その彼の娘なら、女ですから文法的にはディア・ブリタになります」
その場にいた誰もが成程と膝を打った。
「あの親父と、同じふたつ名とは良いじゃねえか。ディア・ブリタか!」
「まあ!“チビ悪魔ちゃん”なんて可愛いじゃない?」
「見た目は可愛いお嬢ちゃんらしいからピッタリだな」
ワイワイと騒いでいる客たちをよそに、旅の男はテーブルに酒代を置くと賑やかな店を出て行った。
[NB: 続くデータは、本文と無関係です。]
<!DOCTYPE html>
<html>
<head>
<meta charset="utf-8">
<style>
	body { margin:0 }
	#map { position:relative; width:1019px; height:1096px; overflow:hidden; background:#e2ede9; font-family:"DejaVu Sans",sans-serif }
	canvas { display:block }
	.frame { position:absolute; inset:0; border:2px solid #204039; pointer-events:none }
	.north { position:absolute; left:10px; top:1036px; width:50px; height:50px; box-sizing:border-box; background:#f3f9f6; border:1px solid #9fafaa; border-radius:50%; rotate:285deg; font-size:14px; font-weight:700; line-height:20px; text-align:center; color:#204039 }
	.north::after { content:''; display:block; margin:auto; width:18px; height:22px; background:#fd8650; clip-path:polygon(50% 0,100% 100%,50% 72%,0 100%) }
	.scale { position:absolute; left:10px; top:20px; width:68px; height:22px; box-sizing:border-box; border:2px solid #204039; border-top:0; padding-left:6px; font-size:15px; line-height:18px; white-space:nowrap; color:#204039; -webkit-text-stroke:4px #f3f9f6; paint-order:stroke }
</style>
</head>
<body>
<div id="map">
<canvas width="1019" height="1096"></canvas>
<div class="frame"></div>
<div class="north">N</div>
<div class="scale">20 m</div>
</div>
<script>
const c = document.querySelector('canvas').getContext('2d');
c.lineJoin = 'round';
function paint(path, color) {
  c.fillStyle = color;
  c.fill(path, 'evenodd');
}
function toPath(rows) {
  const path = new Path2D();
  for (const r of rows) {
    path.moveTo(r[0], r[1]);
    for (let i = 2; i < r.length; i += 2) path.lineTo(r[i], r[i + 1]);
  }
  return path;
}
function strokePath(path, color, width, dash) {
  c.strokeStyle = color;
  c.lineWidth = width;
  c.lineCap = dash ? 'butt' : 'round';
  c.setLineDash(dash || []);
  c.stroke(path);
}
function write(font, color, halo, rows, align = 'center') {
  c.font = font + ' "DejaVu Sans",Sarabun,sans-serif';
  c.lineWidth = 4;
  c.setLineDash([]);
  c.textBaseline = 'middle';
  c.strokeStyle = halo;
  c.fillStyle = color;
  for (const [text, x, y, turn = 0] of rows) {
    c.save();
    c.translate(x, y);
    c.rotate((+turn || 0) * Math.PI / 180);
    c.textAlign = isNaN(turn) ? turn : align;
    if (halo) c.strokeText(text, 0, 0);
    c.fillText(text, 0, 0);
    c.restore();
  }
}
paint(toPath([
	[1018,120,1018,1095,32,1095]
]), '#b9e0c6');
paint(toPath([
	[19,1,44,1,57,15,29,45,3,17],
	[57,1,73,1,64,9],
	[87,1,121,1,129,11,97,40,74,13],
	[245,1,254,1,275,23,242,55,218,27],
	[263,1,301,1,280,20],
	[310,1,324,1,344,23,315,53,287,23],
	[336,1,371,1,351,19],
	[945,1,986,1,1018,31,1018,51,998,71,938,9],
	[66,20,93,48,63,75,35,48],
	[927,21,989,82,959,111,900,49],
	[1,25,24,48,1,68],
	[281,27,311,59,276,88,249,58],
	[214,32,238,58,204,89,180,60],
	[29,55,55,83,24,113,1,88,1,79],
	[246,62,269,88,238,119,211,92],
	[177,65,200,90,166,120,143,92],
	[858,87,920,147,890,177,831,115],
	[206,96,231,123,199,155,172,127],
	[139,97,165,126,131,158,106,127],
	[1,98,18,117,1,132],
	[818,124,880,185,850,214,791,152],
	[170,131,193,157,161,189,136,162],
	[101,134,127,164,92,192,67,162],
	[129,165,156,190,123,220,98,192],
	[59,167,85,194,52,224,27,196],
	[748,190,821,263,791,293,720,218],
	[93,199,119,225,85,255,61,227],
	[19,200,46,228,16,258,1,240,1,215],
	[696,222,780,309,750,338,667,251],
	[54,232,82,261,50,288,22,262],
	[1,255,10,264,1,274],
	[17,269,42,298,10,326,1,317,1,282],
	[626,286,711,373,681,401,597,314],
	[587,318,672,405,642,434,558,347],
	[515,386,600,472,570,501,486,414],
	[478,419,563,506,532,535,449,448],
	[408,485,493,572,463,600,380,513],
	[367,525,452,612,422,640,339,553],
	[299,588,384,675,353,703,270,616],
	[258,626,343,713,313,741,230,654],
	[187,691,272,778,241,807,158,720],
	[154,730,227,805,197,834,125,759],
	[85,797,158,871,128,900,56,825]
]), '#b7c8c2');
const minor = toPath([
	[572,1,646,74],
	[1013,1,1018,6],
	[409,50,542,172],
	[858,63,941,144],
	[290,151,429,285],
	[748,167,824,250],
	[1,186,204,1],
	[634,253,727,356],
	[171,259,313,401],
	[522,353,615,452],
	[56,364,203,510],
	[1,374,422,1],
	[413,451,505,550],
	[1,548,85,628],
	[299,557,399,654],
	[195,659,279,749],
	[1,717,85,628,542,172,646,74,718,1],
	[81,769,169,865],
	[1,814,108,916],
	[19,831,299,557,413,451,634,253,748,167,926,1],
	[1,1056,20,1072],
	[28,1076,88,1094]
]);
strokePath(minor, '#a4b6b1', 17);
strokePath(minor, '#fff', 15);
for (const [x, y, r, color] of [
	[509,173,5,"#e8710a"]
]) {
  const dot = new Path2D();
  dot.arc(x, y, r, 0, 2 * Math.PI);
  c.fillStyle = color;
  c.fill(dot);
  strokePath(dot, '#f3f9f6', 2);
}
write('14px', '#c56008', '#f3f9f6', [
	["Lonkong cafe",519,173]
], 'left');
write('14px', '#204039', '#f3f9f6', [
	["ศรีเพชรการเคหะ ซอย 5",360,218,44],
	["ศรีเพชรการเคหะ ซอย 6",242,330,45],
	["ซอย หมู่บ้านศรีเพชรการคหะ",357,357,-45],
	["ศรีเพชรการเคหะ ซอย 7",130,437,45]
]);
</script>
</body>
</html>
そのうち暗い路地に入ると、行商人のような風采の男が待っていて2人はひそひそと話し始めた。
「ハイランジアの娘が随分と話題になっていたが、ドットリーナ教を揺るがす程の話題ではなさそうだな」
「奇跡でも起こさん限り、教皇の脅威には成りえまい。私は国に戻って報告する。君はそのまま情報を集めてくれ」
ふたりは頷くと別の方向に別れて行った。行商人はカラブリアの雑踏へ、旅人はリゾドラード王国行きの船が着く港に足を向けた。
ドットリーナ教はルトガーの子供の頃から監視をしていた。
何故なら、リゾドラード王国において、ハイランジア家は今でも絶大な人気を誇る血統だからだ。
かつての王族は、他国に渡ってもなお、その伝説は色褪せることが無い。
ドットリーナ教は、それを密かに危険視していた。